Кораблев вытащил вторую сигарету и неторопливо разминал ее в пальцах. — Да правда, правда все, что вы говорите, — поморщился он. — И их просто всех допросили, серьезно с ними никто не работал. Следователь сказал — не лезьте, я сам допрошу, кого надо.

— А с Карасевым работали?

Ленька повернулся и посмотрел на меня долгим взглядом.

— А как, Мария Сергеевна, вы представляете себе работу с Карасевым?

Я пожала плечами.

— Вот именно, — констатировал он. — Его же не закроешь просто так, на пару суток, сразу визг подымется. Можно только униженно просить об аудиенции и задавать вопросы. Последний раз с ним работали по убийству начальника рефрижератора в порту. Помните скандал с тремя тоннами окорочков, которые были загружены в холодильник, а потом пропали? Никто не сомневался, что это Карасев окорочка шваркнул. А тут как раз и начальника рефрижератора застрелили. Прокуратура написала отдельное поручение, мол, установите местонахождение господина Карасева и проверьте его на причастность к преступлению. Шеф вызвал идиота Татарина… Знаете Татарина?

Я знала. Глупее этого опера земля еще не рождала (впрочем, каждый раз, когда я сталкиваюсь с уникальными придурками, искренне считаю, что это уже предел человеческих возможностей, как писал Чехов — «и прекрасное должно иметь пределы». И всякий раз оказывается, что это еще цветочки, что называется, думала, что это уже полный идиот, а нашелся еще полнее).

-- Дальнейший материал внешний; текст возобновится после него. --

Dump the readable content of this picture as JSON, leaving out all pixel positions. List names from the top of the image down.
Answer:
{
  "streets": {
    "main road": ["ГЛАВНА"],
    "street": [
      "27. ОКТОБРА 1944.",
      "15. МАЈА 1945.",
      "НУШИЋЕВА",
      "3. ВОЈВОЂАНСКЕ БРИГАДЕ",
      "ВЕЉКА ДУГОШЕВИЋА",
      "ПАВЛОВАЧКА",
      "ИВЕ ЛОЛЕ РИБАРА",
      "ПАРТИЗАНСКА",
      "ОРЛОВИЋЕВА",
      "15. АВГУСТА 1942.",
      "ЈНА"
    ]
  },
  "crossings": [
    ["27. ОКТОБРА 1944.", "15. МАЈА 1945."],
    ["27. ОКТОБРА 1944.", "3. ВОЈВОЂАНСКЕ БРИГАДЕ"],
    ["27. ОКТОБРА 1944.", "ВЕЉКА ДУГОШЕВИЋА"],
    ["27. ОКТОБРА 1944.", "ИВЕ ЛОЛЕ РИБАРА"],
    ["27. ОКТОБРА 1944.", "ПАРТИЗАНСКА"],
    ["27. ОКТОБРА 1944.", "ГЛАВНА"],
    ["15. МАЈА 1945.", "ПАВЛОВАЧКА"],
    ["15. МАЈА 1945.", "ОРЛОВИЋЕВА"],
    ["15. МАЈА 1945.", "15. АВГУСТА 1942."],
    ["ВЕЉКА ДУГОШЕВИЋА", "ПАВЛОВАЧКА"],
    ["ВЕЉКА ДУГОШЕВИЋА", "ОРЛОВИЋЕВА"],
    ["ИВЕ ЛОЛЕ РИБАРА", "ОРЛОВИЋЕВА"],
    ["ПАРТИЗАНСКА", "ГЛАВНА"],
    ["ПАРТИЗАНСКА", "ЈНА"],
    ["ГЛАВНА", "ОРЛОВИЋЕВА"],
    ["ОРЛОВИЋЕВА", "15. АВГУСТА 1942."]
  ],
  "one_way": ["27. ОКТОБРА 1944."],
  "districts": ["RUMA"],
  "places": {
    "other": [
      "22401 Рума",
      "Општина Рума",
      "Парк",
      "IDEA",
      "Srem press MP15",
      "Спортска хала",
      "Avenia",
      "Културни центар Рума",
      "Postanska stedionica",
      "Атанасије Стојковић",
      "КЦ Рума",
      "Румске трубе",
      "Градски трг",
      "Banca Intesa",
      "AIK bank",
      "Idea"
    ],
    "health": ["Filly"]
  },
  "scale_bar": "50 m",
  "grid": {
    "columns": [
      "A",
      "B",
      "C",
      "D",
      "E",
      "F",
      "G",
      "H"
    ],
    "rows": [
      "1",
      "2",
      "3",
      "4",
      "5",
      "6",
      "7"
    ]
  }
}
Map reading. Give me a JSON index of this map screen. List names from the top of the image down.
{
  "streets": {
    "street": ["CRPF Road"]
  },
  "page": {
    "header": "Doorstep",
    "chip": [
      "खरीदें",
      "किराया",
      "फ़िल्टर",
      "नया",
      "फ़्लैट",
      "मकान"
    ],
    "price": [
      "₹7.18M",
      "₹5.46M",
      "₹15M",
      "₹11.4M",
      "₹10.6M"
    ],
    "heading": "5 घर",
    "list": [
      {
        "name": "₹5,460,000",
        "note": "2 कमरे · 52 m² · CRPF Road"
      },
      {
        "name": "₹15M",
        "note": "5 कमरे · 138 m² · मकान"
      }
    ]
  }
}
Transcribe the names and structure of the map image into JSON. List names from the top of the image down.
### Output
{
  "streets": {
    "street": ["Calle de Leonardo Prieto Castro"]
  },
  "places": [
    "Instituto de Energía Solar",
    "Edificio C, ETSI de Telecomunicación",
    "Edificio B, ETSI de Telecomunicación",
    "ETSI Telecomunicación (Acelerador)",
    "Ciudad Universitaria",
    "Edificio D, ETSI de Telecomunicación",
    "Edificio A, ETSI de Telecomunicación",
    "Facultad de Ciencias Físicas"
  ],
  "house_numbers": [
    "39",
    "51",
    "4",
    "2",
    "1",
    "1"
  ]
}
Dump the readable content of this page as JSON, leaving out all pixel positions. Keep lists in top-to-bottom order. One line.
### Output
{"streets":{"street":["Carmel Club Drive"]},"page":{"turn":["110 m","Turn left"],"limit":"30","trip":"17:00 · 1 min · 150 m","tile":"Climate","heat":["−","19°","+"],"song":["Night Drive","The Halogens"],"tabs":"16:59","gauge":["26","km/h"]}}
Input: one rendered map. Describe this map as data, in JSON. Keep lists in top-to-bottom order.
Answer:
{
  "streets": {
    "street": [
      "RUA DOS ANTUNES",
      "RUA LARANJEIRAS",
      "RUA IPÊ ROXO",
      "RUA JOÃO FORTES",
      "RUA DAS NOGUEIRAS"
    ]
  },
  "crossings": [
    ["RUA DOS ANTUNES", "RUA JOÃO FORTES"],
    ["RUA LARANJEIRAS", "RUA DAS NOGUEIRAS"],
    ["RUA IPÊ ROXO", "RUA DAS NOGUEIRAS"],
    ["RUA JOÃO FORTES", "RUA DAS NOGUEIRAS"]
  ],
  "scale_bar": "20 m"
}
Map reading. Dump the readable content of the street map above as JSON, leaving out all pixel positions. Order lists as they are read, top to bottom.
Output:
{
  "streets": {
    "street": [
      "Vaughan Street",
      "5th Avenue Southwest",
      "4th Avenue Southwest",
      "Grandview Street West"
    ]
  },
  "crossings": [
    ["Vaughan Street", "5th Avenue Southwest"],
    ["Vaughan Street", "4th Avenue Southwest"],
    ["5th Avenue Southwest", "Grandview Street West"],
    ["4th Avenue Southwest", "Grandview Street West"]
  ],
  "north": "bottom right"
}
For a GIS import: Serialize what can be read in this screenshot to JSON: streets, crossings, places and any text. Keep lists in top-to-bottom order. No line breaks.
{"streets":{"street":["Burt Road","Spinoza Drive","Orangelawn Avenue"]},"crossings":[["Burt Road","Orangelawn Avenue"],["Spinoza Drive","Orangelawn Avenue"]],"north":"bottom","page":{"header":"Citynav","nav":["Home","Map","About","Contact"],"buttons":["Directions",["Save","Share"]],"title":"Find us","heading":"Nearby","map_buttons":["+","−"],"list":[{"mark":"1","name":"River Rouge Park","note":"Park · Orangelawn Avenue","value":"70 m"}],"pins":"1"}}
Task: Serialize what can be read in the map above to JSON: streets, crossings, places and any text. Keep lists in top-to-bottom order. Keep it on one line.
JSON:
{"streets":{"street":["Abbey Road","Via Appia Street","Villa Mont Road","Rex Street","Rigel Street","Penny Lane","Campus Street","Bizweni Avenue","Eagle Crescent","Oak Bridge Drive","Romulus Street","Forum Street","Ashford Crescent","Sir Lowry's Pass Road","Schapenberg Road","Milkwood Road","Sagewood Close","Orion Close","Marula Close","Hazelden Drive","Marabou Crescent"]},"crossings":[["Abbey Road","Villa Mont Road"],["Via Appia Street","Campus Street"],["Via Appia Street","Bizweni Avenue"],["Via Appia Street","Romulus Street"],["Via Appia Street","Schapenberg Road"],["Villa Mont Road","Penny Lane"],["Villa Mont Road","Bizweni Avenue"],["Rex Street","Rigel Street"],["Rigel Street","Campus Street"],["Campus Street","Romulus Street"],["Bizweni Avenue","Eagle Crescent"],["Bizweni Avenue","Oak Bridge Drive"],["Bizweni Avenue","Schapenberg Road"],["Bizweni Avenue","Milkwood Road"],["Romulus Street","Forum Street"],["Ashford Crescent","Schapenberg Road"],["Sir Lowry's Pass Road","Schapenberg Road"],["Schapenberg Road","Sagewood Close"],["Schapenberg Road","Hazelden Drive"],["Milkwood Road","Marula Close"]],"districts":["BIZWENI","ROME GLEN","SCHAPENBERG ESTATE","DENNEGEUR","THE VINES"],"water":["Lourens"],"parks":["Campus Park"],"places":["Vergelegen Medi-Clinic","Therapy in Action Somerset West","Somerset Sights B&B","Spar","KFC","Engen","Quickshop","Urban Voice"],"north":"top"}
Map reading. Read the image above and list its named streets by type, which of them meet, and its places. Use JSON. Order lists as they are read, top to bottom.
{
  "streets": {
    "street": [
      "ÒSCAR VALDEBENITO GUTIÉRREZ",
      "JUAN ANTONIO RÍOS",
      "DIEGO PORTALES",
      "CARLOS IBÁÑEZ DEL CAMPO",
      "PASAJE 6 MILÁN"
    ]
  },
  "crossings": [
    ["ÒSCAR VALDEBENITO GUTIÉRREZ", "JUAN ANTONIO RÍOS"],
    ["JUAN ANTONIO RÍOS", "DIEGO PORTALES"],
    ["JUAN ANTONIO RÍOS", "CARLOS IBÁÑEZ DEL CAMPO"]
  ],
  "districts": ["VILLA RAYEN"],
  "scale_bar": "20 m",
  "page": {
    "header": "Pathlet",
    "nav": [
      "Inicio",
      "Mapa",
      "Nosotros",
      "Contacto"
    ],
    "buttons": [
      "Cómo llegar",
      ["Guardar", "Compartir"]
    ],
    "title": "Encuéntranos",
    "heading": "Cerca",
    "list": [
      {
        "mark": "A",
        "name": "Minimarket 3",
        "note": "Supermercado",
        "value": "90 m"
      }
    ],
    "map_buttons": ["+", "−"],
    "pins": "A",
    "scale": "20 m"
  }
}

Фамилия его была Шарафутдинов; мне довелось как-то работать с ним на обыске, где он отличился так: перед моим приездом, при личном досмотре подозреваемого в убийстве, он обнаружил у него в кармане окровавленный нож, о чем мне и сообщил, не забыв отразить этот факт в протоколе досмотра. Задержанного увезли в камеру, я закончила составлять протокол обыска и нигде не нашла этого самого ножа, вне всякого сомнения — орудия убийства. Спросила у Шарафутдинова, и он, бодро хлопая круглыми глазами, отрапортовал: «Так я ему назад в карман засунул!» Я, отказываясь верить своим ушам, уточнила неужели он спустил его в камеру с ножом в кармане? Ага, радостно подтвердил Шарафутдинов, вы же будете свой протокол составлять, а нас учили: если где чего обнаружишь, там и оставь, пока следователь не изымет по всем правилам. Молясь про себя, чтобы задержанный отморозок никого не успел порезать, я все бросила и понеслась в РУВД, где оперативно вытащила его из камеры и обезоружила. У милиционеров в ИВС глаза на лоб полезли, когда они увидели извлеченный из кармана подозреваемого окровавленный тесак; они-то его отправили в камеру без досмотра, ориентируясь на протокол, составленный придурком Татарином. Как выяснилось, клиент был в состоянии наркотического опьянения, почему и не пустил в ход ножичек. А так — страшно подумать, как могло аукнуться отсутствие мозгов в голове Шарафутдинова!